Yes, it takes time for many to decide what is right. It is even harder for Americans to get on the same page in their beliefs and commitment of conscience because we are such a diverse society. Our modern day America is no different than the days it took our country to do what was right for women and minorities. No matter how hard it is, look for the candidate that you feel will best represent you and you can trust with your future and the future of your family. Most of all, as we trust God who has calls us to “humble” ourselves and pray, He will “heal” our land…and our world.

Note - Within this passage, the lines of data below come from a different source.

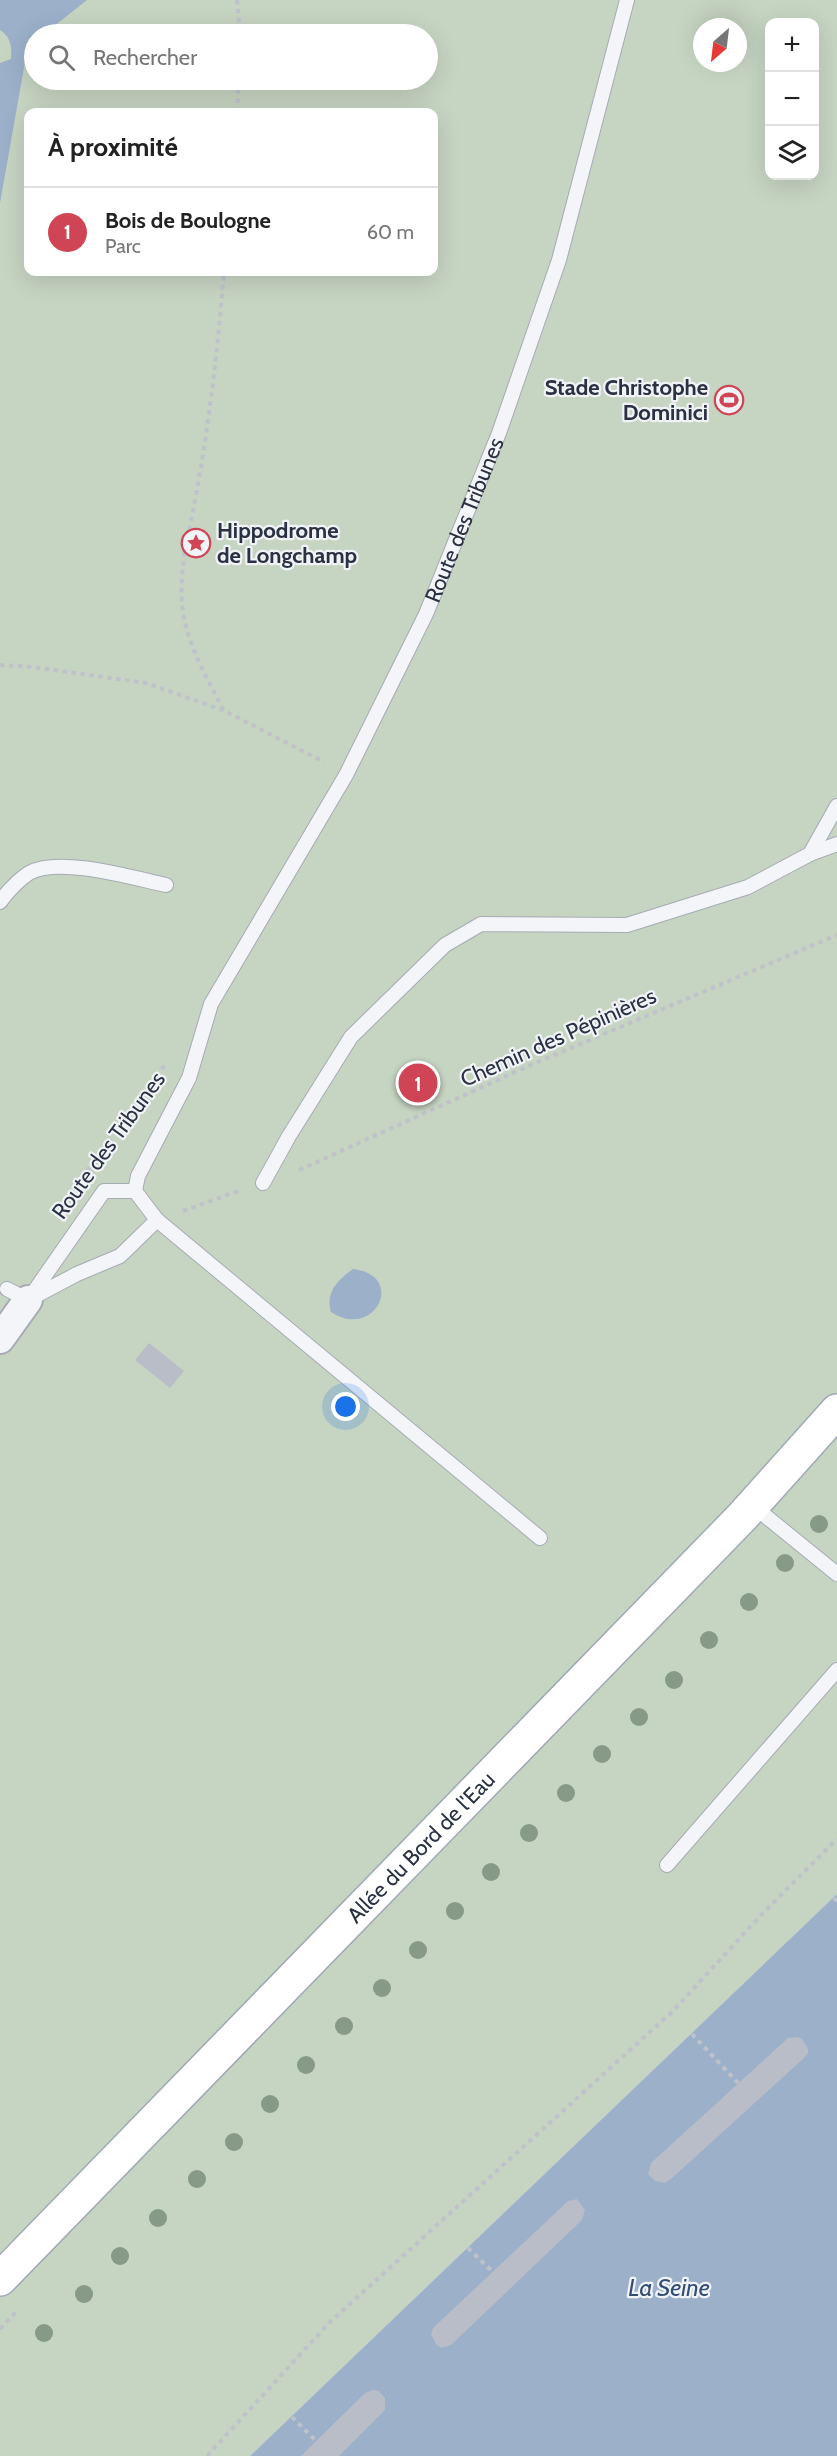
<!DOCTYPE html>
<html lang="fr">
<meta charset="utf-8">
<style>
:root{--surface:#fff;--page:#f2f2f2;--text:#222;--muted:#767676;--line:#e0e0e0;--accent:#d04555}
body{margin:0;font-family:Cabin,sans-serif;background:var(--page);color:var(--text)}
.controls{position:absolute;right:18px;top:18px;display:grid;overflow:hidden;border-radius:12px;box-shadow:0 6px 24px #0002}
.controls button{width:54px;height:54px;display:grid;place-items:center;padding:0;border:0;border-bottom:2px solid var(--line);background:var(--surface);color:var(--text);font:30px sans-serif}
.compass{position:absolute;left:693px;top:18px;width:54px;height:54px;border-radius:50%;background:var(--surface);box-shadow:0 6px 24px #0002;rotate:208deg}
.you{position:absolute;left:346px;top:1407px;width:21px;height:21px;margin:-15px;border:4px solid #fff;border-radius:50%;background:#1a73e8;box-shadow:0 0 0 9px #1a73e833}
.badge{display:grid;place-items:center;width:39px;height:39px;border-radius:50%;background:var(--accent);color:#fff;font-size:20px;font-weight:700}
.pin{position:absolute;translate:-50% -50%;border:3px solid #fff;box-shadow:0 2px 6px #0006}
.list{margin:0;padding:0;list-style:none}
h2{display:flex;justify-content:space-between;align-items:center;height:78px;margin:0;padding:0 24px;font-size:26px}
h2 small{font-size:20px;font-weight:400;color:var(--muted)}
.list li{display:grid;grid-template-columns:39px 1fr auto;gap:18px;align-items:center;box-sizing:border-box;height:90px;padding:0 24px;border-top:2px solid var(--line)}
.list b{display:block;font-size:22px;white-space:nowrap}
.list p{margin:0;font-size:20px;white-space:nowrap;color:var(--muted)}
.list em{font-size:20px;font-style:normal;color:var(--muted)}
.icon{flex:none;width:33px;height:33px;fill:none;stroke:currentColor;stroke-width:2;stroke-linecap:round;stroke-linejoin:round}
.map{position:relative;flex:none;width:837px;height:2456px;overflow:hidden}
.search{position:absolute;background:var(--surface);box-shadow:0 6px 24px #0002;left:24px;top:24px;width:414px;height:66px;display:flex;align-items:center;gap:15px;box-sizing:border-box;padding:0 21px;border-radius:33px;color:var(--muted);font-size:22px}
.panel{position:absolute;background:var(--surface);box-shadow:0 6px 24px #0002;left:24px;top:108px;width:414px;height:168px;border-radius:12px}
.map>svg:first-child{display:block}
.green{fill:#c6d4c2;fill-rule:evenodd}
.water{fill:#9cb0ca}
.building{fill:#b8bdc7}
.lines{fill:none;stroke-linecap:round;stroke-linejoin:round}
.service-casing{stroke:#a6abb4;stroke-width:16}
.minor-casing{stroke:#a6abb4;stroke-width:32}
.primary-casing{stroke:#a0a8b6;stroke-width:36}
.path{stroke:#bfc2c9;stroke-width:4;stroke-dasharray:4.5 4.5;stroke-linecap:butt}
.service{stroke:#f4f5f8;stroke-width:14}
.minor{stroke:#f4f5f8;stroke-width:28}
.primary{stroke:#fff;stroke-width:33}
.tree{fill:#869a87}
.labels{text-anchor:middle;stroke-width:4.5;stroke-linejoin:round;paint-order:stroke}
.poi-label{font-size:22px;font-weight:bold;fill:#293142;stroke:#f1f3f7;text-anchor:end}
.street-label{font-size:22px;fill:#293142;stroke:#f1f3f7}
.water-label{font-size:24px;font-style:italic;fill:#334e76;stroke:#f1f3f7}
</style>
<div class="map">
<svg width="837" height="2456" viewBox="0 0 837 2456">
<rect width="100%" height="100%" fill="#e1e4ea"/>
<path class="green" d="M0,0H837V1894L250,2456H0ZM770,22H814V176H770ZM702,27H738V63H702ZM34,34H428V80H34ZM28,112H434V272H28Z"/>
<path class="water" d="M0,0H87L44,34H34V43L30,48L25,62L0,203V63L11,59C12,47 11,37 0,30Z
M353,1269C407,1275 375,1341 331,1312C325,1292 338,1280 353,1269Z
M837,1894V2456H250Z"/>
<path class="building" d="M149,1343L184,1371L170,1388L135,1360Z
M797,2037L802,2039L808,2049V2053L803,2059L671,2179L665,2183L655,2181L648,2174L651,2163L788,2038Z
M577,2199L585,2210L582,2220L451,2345L441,2348L436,2344L431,2334L433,2328L568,2201Z
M373,2390L379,2391L385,2398V2410L339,2456H301L365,2393Z"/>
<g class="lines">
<g class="service-casing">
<g id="service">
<path d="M810,854L837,844"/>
<path d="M0,902C8,891 17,881 29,873C59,856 133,878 166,885"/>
<path d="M263,1183L289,1136L351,1037L445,945L481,924L627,925L748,887L810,854L837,806"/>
<path d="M104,1191H135L157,1220L120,1256L77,1274L28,1300Z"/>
<path id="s1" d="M135,1191L138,1176L189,1078L211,1004L346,775L426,614L499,433L559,260L627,0"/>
<path d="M157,1220L540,1538"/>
<path d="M7,1289L28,1300"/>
<path d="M752,1505L837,1574"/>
<path d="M667,1865L837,1670"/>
</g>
</g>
<g class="minor-casing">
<path id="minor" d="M0,1339L28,1300"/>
</g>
<g class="primary-casing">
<g id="primary">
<path id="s2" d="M0,2279L742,1517L837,1411"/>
</g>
</g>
<path class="path" d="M237,0L240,34
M237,112L239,80
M0,665L33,667L146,683L223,710L324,762
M223,710C208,679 188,647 183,612C177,569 190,532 197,490C210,418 218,345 224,272
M299,1170L533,1064L837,935
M87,1171L166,1063
M183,1211L241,1190
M834,1898L837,1901
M692,2034L738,2083
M468,2248L493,2272
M0,2329L18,2310
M292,2417L316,2441
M207,2456L330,2322L672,2012L763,1913L837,1839"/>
<use href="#service" class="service"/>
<use href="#minor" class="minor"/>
<use href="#primary" class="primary"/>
</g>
<g class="tree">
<circle cx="819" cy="1524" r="9"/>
<circle cx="785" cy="1563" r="9"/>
<circle cx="749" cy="1602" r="9"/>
<circle cx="709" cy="1640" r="9"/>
<circle cx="674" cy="1680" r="9"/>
<circle cx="639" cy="1717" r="9"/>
<circle cx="602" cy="1754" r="9"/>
<circle cx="566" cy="1793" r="9"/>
<circle cx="529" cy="1833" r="9"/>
<circle cx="491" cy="1872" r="9"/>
<circle cx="455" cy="1911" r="9"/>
<circle cx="418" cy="1950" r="9"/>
<circle cx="382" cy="1988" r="9"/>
<circle cx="344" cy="2026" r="9"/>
<circle cx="306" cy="2065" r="9"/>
<circle cx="270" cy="2104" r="9"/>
<circle cx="234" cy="2142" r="9"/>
<circle cx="197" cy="2179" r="9"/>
<circle cx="158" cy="2218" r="9"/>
<circle cx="120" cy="2256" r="9"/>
<circle cx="84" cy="2294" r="9"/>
<circle cx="44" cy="2333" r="9"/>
</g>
<defs>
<g id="stadium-ring" transform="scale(1.5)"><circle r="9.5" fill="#f1f3f7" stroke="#d04555" stroke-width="1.5"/><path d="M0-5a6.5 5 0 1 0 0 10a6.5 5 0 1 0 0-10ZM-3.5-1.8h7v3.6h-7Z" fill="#d04555"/></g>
<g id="sight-ring" transform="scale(1.5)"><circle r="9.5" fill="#f1f3f7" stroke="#d04555" stroke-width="1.5"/><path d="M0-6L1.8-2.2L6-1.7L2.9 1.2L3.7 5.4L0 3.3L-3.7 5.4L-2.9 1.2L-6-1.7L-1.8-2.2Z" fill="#d04555"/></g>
</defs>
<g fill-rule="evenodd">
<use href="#stadium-ring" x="729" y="400"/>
<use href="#sight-ring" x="196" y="543"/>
</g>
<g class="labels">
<g class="poi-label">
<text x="708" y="395">Stade Christophe<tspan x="708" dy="25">Dominici</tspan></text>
<text x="217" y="538" text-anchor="start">Hippodrome<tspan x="217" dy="25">de Longchamp</tspan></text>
</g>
<g class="street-label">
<text dy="8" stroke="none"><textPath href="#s1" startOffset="750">Route des Tribunes</textPath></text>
<text transform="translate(558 1037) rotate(-24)" y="8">Chemin des Pépinières</text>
<text transform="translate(108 1145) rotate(-54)" y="8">Route des Tribunes</text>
<text dy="8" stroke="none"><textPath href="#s2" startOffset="603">Allée du Bord de l'Eau</textPath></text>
</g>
<g class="water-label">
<text x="669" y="2296">La Seine</text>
</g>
</g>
</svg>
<div class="controls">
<button>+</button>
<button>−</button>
<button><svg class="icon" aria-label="layers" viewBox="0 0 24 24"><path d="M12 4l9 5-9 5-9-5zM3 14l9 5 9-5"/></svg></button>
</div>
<svg class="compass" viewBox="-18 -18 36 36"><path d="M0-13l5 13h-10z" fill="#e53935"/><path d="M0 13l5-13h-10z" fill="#767676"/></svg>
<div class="you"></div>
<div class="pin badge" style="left:418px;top:1083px">1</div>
<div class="search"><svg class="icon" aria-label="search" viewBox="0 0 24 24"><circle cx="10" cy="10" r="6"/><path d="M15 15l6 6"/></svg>Rechercher</div>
<section class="panel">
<h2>À proximité<small></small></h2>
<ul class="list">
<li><span class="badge">1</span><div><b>Bois de Boulogne</b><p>Parc</p></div><em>60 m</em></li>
</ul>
</section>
</div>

Prayer: “Oh God, you made us in your own image and redeemed us through Jesus your Son: Look with compassion on the whole human family; take away the arrogance and hatred which infect our hearts; break down the walls that separate us; unite us in bonds of love; and work through our struggle and confusion to accomplish your purposes on earth; that, in your good time, all nations and races may serve you in harmony around your heavenly throne; through Jesus Christ our Lord. Amen.” The Book of Common Prayer 1979 p.815
Women in the 1800’s stood up and spoke their mind for themselves and those of us in their future. They let nothing stand in their way. Voting is now one of our special rights because of the courage of others. Let’s hope that this will be remembered in November. Every woman (and man) should take advantage of this privilege.